Saat itu Nikita Mirzani mengapresiasi langkah Polri yang cepat menetapkan Febrie Adriansyah, sebagai tersangka dalam dugaan kasus korupsi dan tindak pidana pencucian uang (TPPU) terkait sejumlah perkara yang pernah ditanganinya.
Nikita bahkan menyebut ia tidak sabar melihat Febrie mengenakan rompi tahanan.
Unggahan ini ternyata diduga membuat Nikita Mirzani mendapatkan intimidasi di dalam penjara.
Melalui unggahan Jumat (31/7/2026) di akun instagramnya, keluarga Nikita Mirzani mengungkapkan dugaan intimidasi yang didapat Ibu tiga anak itu.
Disebutkan Nikita didatangi Kanwil pada Kamis (30/7/2026) malam ke Rutan Pondok Bambu.
Saat itu mereka pun disebut mengintimidasi Nikita Mirzani karena postingan eks Jampidsus.
“Saya selaku keluarga dari Nikita Mirzani sangat amat kecewa tentang kelakuan kanwil yang semalam datang ke rutan Pondok Bambu. Mengintimidasi Nikita Mirzani. Karena postingan tentang ex jampidsus Febrie,” tulis unggahan yang dimuat admin Nikita Mirzani.
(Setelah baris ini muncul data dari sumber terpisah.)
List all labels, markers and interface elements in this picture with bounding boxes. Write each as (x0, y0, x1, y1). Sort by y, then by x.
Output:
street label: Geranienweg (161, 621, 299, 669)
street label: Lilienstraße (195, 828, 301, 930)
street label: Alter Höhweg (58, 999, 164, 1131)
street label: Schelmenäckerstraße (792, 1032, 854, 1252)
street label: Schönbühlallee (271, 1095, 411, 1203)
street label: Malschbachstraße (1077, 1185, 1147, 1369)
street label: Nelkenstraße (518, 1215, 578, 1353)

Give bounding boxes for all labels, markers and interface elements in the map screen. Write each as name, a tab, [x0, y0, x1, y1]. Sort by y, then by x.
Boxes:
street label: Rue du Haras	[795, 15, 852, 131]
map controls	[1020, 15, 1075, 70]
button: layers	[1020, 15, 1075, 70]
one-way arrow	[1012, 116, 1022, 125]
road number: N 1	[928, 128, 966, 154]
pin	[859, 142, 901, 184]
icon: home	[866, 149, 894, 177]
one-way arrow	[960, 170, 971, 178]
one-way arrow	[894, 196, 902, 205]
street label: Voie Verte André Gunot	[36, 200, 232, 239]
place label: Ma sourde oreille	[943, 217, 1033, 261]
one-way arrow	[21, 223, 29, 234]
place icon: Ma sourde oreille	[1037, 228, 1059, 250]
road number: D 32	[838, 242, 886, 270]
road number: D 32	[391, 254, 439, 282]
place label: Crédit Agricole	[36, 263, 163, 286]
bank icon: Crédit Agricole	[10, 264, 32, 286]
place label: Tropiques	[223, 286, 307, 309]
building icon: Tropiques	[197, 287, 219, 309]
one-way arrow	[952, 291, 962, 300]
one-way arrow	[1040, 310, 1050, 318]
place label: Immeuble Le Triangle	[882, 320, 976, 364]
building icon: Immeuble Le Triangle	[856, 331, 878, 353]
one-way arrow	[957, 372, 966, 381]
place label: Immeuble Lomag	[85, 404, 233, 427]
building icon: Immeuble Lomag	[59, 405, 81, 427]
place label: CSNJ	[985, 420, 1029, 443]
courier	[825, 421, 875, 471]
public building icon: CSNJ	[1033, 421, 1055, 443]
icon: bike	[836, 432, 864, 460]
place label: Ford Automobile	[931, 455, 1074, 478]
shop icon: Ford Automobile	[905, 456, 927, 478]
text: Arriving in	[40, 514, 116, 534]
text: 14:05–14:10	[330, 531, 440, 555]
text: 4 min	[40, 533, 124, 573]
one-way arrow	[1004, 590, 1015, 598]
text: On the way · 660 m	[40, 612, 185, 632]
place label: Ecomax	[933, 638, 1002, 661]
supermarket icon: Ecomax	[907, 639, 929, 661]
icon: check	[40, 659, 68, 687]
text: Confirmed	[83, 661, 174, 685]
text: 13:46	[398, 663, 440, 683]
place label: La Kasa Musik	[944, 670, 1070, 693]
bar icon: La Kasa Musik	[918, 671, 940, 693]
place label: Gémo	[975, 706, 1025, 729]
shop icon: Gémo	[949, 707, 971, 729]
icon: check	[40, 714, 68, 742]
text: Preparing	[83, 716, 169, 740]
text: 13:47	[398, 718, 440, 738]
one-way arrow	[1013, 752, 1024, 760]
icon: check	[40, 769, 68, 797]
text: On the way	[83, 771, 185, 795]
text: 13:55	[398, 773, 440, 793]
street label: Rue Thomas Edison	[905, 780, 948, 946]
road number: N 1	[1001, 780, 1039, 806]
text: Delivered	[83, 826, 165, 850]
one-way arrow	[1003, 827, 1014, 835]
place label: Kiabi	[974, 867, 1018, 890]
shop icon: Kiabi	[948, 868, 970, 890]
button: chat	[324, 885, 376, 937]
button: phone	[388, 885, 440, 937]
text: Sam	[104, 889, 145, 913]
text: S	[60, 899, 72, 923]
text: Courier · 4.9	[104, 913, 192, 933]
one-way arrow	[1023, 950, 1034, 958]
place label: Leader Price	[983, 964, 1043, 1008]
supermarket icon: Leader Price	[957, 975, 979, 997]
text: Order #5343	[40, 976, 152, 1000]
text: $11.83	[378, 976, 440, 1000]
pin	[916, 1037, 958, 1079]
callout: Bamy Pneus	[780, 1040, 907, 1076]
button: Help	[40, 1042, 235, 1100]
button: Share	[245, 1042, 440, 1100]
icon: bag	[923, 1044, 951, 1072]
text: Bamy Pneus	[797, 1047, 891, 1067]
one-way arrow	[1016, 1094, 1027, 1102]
Pihak Nikita pun kemudian menyinggung soal instruksi Presiden RI Prabowo Subianto. Terpidana kasus pemerasan itu menyebut bahwa pihak yang menghampirinya membawa-bawa nama Istana.
“Dan saya mau bertanya apakah benar ini perintah dari Istana. Karna Kanwil bilang di telepon dengan ibu Karutan saat Nikita dipanggil ke ruangannya mendengar dengan jelas kalau perintah Istana penasihat presiden,”
“Saya bertanya apakah benar Kanwil datang Ke Rutan Pondok Bambu malam-malam atas perintah penasihat presiden?” tulis pihak Nikita.
Pihak Nikita pun heran kenapa mendapatkan intimidasi setelah komentar kasus korupsi Febrie Adriansyah.
Padahal selama ini postingan sebelumnya tidak pernah dipermasalahkan.
“Nama orang kanwil yang mengintimidasi keponakan kami bernama DIAZ LAKI2. Dari sekian banyak postingan di Instagram Nikita yang dikelola oleh admin kenapa yang dipersoalkan hanya postingan tentang Febrie?”
Mereka pun menyayangkan intimidasi yang didapat Nikita Mirzani lantaran pemeran film Nenek Gayung itu mengaku tidak pernah melakukan satu pelanggaran pun di dalam Rutan Pondok Bambu.
Keluarga Nikita Mirzani pun kecewa dengan dugaan intimidasi tersebut sambil menuntut jawaban dari Ditjen Pemasyarakatan dan Kementerian Imigrasi dan Pemasyarakatan.
“Selama Nikita ada di rutan dia sama sekali tidak pernah melakukan satu pun pelanggaran. Bahkan adik saya selalu menolong para tahanan dan selalu mematuhi segala aturan yang ada disana,”
“Kami sangat kecewa dan tidak terima akan hal ini. Tolong di jawab @ditjenpas @kemenimipas,” tulis unggahan yang disebut dibuat oleh admin akun.